Records from a dataset
────────────────
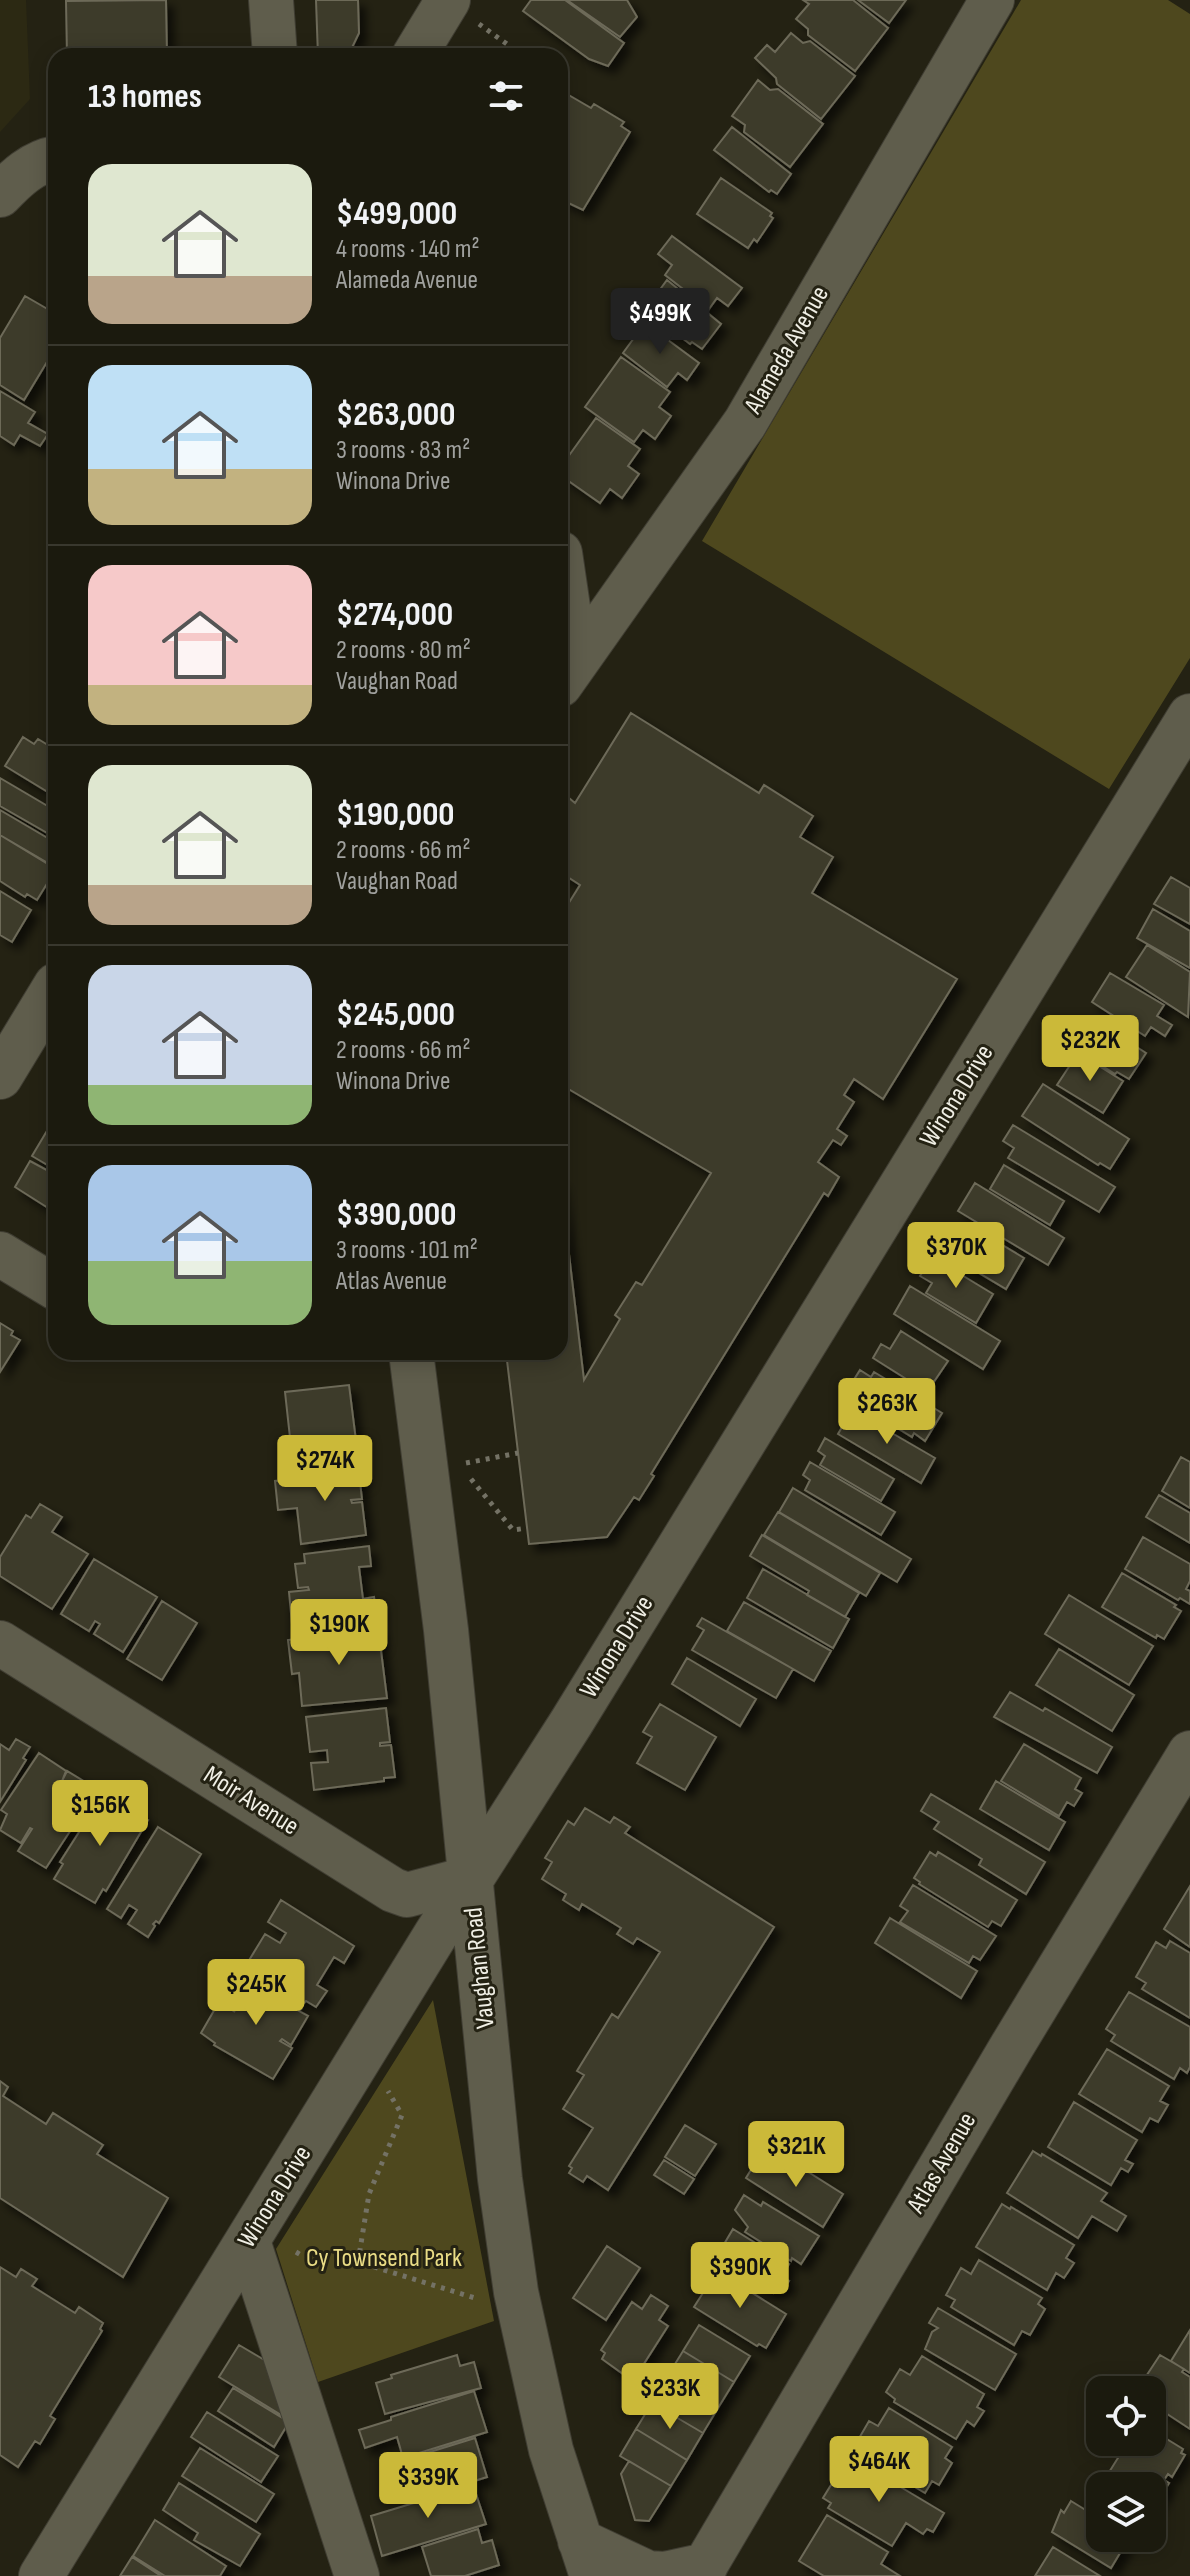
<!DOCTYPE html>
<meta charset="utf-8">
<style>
:root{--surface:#1b1a0e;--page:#242317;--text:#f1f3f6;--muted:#a0a19e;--line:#39382e;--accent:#cbb939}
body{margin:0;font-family:"Sofia Sans Condensed",sans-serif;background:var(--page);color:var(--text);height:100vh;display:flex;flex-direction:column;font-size:30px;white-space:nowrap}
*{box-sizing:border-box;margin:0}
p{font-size:26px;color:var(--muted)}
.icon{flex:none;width:44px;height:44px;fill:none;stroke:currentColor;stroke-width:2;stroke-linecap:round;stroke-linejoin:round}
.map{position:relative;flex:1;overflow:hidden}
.panel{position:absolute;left:48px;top:48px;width:520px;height:1312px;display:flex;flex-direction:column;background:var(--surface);border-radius:24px;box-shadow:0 4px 20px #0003,0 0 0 2px var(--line)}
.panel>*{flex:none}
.buttons{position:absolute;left:1086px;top:2376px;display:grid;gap:16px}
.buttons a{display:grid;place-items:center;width:80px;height:80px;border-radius:16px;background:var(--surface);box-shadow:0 4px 20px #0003,0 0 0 2px var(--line);font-size:40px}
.price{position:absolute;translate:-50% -68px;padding:0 18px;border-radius:8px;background:var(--accent);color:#111;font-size:26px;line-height:52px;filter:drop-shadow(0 2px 4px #0008)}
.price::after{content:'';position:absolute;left:50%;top:48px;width:24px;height:18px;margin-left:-12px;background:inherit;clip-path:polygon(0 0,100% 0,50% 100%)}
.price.current{background:#222;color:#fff}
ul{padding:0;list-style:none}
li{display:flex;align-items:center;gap:24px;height:200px;padding:0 40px}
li+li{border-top:2px solid var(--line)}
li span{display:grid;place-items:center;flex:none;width:224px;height:160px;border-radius:24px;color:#555}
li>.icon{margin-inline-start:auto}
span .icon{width:96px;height:96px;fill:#fffc;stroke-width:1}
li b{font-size:34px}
h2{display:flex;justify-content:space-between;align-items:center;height:96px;padding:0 40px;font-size:34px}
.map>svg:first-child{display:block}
.built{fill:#2c2913}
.green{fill:#4e481e}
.building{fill:#3d3a2b;stroke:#6d6a59;stroke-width:2;filter:url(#shadow)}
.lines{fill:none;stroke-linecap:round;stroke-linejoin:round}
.minor-casing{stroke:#403e33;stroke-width:46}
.path{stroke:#747265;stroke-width:5;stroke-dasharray:4 6;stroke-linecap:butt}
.minor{stroke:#5f5d4c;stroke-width:44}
.labels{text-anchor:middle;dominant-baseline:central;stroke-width:6;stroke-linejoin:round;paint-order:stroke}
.street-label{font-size:26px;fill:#f0efe5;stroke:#242213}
.park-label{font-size:26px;fill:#e9dc85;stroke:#242213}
</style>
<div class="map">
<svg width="1190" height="2576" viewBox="0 0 1190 2576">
<defs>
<filter id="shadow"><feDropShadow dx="7" dy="7" stdDeviation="4" flood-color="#0009"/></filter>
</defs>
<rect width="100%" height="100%" fill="#242213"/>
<!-- built -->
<path class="built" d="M0,0H26L30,99L0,132Z"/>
<!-- green -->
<path class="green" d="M1021,0H1168L1190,14V658L1109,789L702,541Z
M433,2000L494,2321L318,2382L276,2249Z"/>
<!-- building -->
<path class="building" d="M166,0L167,56H67L66,1Z
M316,0H358L359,33L348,56H318Z
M531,0H565L624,43L608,66L589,59L523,11Z
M567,0H627L637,17L620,37Z
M803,0H853L888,28L855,71L808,35V29L796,19L809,4Z
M858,0H906L889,23Z
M791,33L803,43L810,41L855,76L821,119L777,84L776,78L755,58L767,45L775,52Z
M758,80L770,90L778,89L823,124L790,167L744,132L745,125L732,116Z
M560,90L591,108L594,104L624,122L621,126L630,132L583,210L560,199Z
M732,127L791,174L777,194L771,190L769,192L714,150Z
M721,178L772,213L770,216L773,218L757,242L754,239L748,248L697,214Z
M672,236L742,288L728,306L717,298L709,309L665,275L672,265L658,254Z
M667,280L721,324L702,349L692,342L690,344L645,310Z
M25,296L56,314V325L52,331L56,334V368L47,362L24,400L0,385V338Z
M645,323L699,363L687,380L678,373L667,387L623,353Z
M621,357L670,392L659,407L671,416L655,439L643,430L634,442L585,407Z
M0,391L35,412L28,423L48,434L40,446L20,435L14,445L0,436Z
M596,418L640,449L628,466L639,474L622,498L610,489L600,503L560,475V468Z
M631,713L759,793L764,785L813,816L800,837L833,857L812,893L957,979L883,1099L854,1079L844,1095L854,1102L837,1129L847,1136L841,1145L833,1140L818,1162L839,1177L828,1196L824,1193L651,1474L654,1476L639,1500L634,1497L607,1537L529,1544L506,1352H560V1179L584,1380L620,1319L615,1315L636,1282L642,1285L711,1173L560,1084V917L580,885L560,872V812L569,798L575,803Z
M23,737L34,744L38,739L56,750V797L5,766Z
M0,778L56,811V838L0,806Z
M0,810L56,843V861L53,866L0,835Z
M0,835L56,869L37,900L27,894L25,897L0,881Z
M1171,877L1190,888V924L1154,904Z
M0,891L31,910L12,942L0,935Z
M1153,909L1190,931V968L1137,938Z
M1147,945L1190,972L1188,1017L1126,977Z
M1110,973L1164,1005L1157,1016L1172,1025L1165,1036L1151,1027L1145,1036L1092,1002Z
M1094,1020L1146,1053L1129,1079L1117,1072L1115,1074L1076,1049Z
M1078,1053L1123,1081L1103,1113L1057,1085Z
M1043,1084L1129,1139L1110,1169L1100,1163L1098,1165L1022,1116Z
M51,1124L56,1127V1170L32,1156Z
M1013,1125L1115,1187L1099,1212L1008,1158L1014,1148L1003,1141Z
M30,1161L56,1175V1213L15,1187Z
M1004,1165L1064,1201L1050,1225L990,1189Z
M975,1183L1064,1238L1048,1265L958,1211Z
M967,1224L1024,1258L1006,1289L937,1248L950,1227L961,1234Z
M932,1257L993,1294L976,1323L926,1293L932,1283L920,1276Z
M910,1286L1000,1341L983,1369L894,1314Z
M0,1323L13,1331L11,1335L20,1340L0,1372Z
M901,1331L948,1361L927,1392L873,1358L881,1344L890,1349Z
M860,1370L871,1377L874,1372L942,1413L925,1441L914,1433L912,1437L855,1402L861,1392L850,1386Z
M349,1385L358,1457L293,1465L285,1392Z
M852,1410L935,1458L921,1483L838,1434Z
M825,1438L894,1479L881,1501L820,1465L825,1456L818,1451Z
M1181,1457L1190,1462V1508L1162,1491Z
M810,1462L895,1512L881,1535L805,1490L810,1480L803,1475Z
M347,1465H358L362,1499L351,1500L352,1503L362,1502L366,1535L301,1544L297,1508L278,1510L275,1481L294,1479L293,1471Z
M793,1488L911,1559L897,1582L779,1512Z
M1159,1495L1190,1513V1543L1146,1517Z
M40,1504L62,1517L52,1532L88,1554L52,1609L0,1576V1557L26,1515L31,1518Z
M778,1512L880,1573L866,1596L764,1535Z
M762,1535L859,1593L845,1617L807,1595L809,1591L750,1556Z
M1143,1537L1190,1564V1581L1186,1589L1190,1591V1604L1180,1598L1178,1600L1125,1569Z
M369,1546L371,1566L359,1567L363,1599L374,1597L377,1618L311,1626V1621L292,1624L289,1592L309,1590L308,1587L298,1588L295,1564L305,1563L304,1554Z
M94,1559L157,1597L123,1652L94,1634L100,1624L95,1621L89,1631L61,1614Z
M763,1569L849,1619L833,1648L747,1598Z
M1122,1573L1176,1605L1174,1607L1181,1611L1164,1639L1157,1635L1156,1638L1102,1607Z
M1069,1595L1153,1646L1129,1685L1045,1634Z
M162,1601L197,1623L162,1680L127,1659Z
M744,1602L831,1651L814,1681L727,1631Z
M702,1618L793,1669L776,1698L692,1650L704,1630L697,1626Z
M378,1627L387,1698L302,1706L299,1673L292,1674L288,1640Z
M1059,1649L1134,1695L1112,1731L1036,1685Z
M687,1658L756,1699L740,1726L672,1684Z
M1010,1692L1043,1711L1045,1708L1112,1747L1097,1773L994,1717Z
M660,1704L716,1737L685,1790L637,1763L652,1737L643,1732Z
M386,1708L390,1742L380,1743V1746L391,1745L395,1777L384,1778V1781L314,1790L311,1763L328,1762L327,1750L310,1752L306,1717Z
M16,1739L30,1747L23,1758L26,1760L0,1802V1744L9,1750Z
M1024,1744L1081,1778L1075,1789L1082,1793L1074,1806L1067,1802L1059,1816L1001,1781Z
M39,1753L66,1771L62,1781L67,1771L95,1788L89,1797L91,1799L46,1868L18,1851L32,1829L30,1828L21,1843L0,1830L7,1814L1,1810Z
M996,1781L1065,1822L1049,1850L980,1809Z
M104,1793L148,1820L106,1891L103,1889L95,1903L54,1879L63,1864L60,1862Z
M931,1794L1045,1862L1026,1894L979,1865L982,1859L934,1829L939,1822L921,1811Z
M585,1808L610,1823L614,1817L630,1827L625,1833L774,1927L608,2190L587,2176L583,2182L569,2173L572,2168L569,2166L593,2128L563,2109L584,2075L577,2071L612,2014L618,2018L660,1952L637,1938L633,1944L617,1934L621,1928L582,1904L579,1910L563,1900L566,1894L542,1879L552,1862L545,1858L568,1821L574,1825Z
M158,1827L201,1854L159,1923L156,1921L153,1924L155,1926L148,1937L128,1924L137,1910L129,1905L121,1918L107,1909Z
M930,1852L936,1856L938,1852L1017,1900L1001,1926L992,1921L988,1927L919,1884L920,1882L914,1878Z
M913,1885L996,1936L980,1960L973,1956L969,1963L900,1922L908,1911L900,1906Z
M1190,1886V1947L1164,1929Z
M281,1900L354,1946L344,1963L334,1957L317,1985L327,1991L316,2007L306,2001L304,2003L245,1967L265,1934L280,1943L286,1933L268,1922Z
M890,1918L977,1971L961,1998L875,1943Z
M1170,1941L1190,1953V2018L1142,1989L1146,1983L1136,1977L1156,1942L1166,1948Z
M247,1978L253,1982L254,1980L301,2009L299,2011L308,2016L291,2045L282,2039L280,2041L292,2048L273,2079L214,2045L215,2043L201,2033L219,2002L235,2012L225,2004L239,1982L243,1984Z
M1129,1992L1190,2027V2067L1187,2073L1180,2068L1174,2079L1111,2041L1115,2035L1106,2029Z
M1107,2049L1169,2086L1160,2101L1168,2105L1158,2122L1150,2118L1142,2132L1079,2094Z
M0,2081L8,2087L3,2096L46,2124L53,2113L103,2145L97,2154L168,2198L123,2277L0,2198Z
M1074,2102L1137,2140L1125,2160L1133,2164L1128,2172L1121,2168L1111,2185L1048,2147Z
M685,2125L716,2144L695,2176L665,2157Z
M1033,2151L1041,2156L1042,2154L1107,2193L1101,2201L1126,2216L1117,2231L1092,2216L1078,2238L1007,2193Z
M762,2152L794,2172L797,2165L843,2194L823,2227L746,2178Z
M664,2160L694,2179L684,2194L654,2175Z
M744,2195L761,2206L763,2202L819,2236L801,2264L792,2258L791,2261L745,2232L748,2227L735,2210Z
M1002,2204L1010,2209L1011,2207L1074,2245L1066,2258L1074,2263L1064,2278L1056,2273L1047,2290L976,2247Z
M733,2229L789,2264L782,2276L789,2281L783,2290L777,2287L773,2293L734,2269L738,2262L720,2251Z
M607,2246L640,2268L606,2320L573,2298Z
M979,2260L1042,2298L1038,2304L1045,2309L1030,2335L1022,2331L1014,2345L951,2307L955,2300L946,2295L961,2268L971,2274Z
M0,2267L16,2277L21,2269L37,2279L32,2286L75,2313L79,2307L103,2323L100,2329L102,2331L50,2416L55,2419L40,2444L35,2441L18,2467L0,2455Z
M717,2271L786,2314L766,2348L759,2344L757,2346L694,2307Z
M651,2295L668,2306L659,2320L668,2326L638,2373L628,2366L623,2374L602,2359L605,2353L601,2350L632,2302L642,2309Z
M938,2308L1016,2354L995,2390L925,2349L932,2332L938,2328L929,2323Z
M699,2325L750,2356L734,2382L683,2351Z
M1190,2330V2373L1171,2361Z
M239,2345L283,2371L291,2421L219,2377Z
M683,2351L734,2382L718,2408L667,2377Z
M457,2355L460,2366L474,2362L481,2388L385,2414L376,2383L392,2378L391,2375Z
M1160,2355L1184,2369L1182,2372L1190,2377V2429L1152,2404V2390H1137Z
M922,2356L984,2394L977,2407L984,2411L974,2426L967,2421L956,2439L894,2402L895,2399L886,2392L900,2369L910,2375Z
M667,2377L718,2408L703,2433L652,2403Z
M233,2388L289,2422L274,2447L218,2411Z
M474,2391L487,2432L403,2458L397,2437L365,2448L359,2430L391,2420V2417Z
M652,2403L703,2433L687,2460L636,2429Z
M889,2408L952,2447L945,2458L952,2463L939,2485L932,2481L925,2493L861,2455L863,2453L854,2447L869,2421L878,2426Z
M207,2412L278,2456L261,2482L191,2437Z
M636,2429L687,2460L671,2486L620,2456Z
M1152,2430L1183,2449L1181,2453L1185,2455L1172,2477L1168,2474L1164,2480L1169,2483L1155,2505L1152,2503V2486L1101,2485L1128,2442H1152Z
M475,2438L487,2477L413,2500L412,2497L399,2501L388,2465Z
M200,2448L274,2494L256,2522L182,2476Z
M847,2459L855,2464L857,2461L944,2513L933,2532L927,2529L923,2534L906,2523L892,2546L828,2508L831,2503L823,2498Z
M629,2461L671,2486L649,2521L635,2520L621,2474Z
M179,2483L260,2534L240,2566L194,2540L198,2533L163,2510Z
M473,2485L486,2524L382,2556L371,2516Z
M1071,2501L1100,2519V2538H1129L1111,2568L1052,2532L1061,2510L1064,2513Z
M827,2515L888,2552L881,2564L900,2576H824L799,2561Z
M155,2520L226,2566L220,2576H165L133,2556Z
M478,2529L482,2543L492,2540L499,2565L465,2576H431L422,2547Z
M1053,2547L1100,2576H1035Z
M132,2557L161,2576H120Z"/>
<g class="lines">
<defs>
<path id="minor" d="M271,0L275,56
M414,56L448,0
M0,195C16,178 33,162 56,158
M560,553L576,662
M560,685L745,423L992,0
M0,1077L56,985
M0,1254L56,1288
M411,1352L446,1630L500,2179L516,2292L551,2450L592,2576
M0,1643L393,1890L407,1895L471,1878
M248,2241L357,2576
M580,2541L648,2573L665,2574L706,2565
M41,2576L436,1934L571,1723L1190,716
M699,2576L1012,2046L1190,1753"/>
</defs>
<!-- minor casing -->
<use href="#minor" class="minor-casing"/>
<!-- path -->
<path class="path" d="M479,24L511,47
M466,1463L518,1453
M471,1479L513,1530L527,1528
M296,2252L301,2255L358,2262L475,2298
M358,2262L369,2194L402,2115L388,2091"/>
<!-- minor -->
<use href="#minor" class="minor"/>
</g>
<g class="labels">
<!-- street labels -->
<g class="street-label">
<text transform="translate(787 350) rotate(-60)">Alameda Avenue</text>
<text transform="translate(957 1096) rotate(-58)">Winona Drive</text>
<text transform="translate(617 1647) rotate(-58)">Winona Drive</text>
<text transform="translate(251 1801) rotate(32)">Moir Avenue</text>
<text transform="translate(480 1968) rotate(-96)">Vaughan Road</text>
<text transform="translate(942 2163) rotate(-60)">Atlas Avenue</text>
<text transform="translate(275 2197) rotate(-58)">Winona Drive</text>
</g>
<!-- park labels -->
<g class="park-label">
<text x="384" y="2258">Cy Townsend Park</text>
</g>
</g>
</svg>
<div class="buttons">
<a><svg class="icon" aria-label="locate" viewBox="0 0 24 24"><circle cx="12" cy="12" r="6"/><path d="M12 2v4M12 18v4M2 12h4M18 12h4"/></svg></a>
<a><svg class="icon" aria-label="layers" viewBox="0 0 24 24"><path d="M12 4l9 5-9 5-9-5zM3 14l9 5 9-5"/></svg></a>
</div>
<b class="price current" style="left:660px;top:356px">$499K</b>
<b class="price" style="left:1090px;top:1083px">$232K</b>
<b class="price" style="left:956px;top:1290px">$370K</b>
<b class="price" style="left:887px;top:1446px">$263K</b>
<b class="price" style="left:325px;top:1503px">$274K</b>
<b class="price" style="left:339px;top:1667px">$190K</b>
<b class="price" style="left:100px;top:1848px">$156K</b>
<b class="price" style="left:256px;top:2027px">$245K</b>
<b class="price" style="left:796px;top:2189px">$321K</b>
<b class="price" style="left:740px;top:2310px">$390K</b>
<b class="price" style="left:670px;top:2431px">$233K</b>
<b class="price" style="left:879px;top:2504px">$464K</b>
<b class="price" style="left:428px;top:2520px">$339K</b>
<section class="panel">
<h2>13 homes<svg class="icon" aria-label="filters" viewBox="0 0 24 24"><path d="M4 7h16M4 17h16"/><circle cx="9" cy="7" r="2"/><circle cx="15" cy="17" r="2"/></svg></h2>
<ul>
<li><span style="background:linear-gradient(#dfe7d0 70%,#b9a48a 0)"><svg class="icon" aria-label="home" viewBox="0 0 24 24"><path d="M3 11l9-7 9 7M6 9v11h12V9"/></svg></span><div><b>$499,000</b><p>4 rooms · 140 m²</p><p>Alameda Avenue</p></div></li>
<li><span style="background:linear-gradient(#bfe0f5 65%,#c2b280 0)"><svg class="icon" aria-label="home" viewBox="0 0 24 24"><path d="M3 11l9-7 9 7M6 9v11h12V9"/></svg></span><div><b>$263,000</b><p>3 rooms · 83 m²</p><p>Winona Drive</p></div></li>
<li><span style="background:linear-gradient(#f6c9c9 75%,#c2b280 0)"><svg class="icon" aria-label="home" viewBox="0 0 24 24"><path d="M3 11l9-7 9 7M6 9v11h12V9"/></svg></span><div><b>$274,000</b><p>2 rooms · 80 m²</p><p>Vaughan Road</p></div></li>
<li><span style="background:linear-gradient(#dfe7d0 75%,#b9a48a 0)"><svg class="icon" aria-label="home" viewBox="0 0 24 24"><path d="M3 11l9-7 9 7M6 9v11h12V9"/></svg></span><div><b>$190,000</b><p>2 rooms · 66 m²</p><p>Vaughan Road</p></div></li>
<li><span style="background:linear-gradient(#c9d6e8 75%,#8fb573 0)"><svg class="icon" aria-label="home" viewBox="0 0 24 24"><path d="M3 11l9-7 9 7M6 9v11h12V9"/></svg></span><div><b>$245,000</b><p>2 rooms · 66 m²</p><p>Winona Drive</p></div></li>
<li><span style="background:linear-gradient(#a9c7e8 60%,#8fb573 0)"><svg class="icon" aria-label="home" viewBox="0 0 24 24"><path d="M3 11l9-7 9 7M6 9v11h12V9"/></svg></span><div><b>$390,000</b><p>3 rooms · 101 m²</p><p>Atlas Avenue</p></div></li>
</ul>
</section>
</div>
────────────────
WHAT NEEDS TO BE DONE:
Lines holding the word "grid" are the answer; copy each one from the records above.

WORKED SOLUTION:
.buttons{position:absolute;left:1086px;top:2376px;display:grid;gap:16px}
.buttons a{display:grid;place-items:center;width:80px;height:80px;border-radius:16px;background:var(--surface);box-shadow:0 4px 20px #0003,0 0 0 2px var(--line);font-size:40px}
li span{display:grid;place-items:center;flex:none;width:224px;height:160px;border-radius:24px;color:#555}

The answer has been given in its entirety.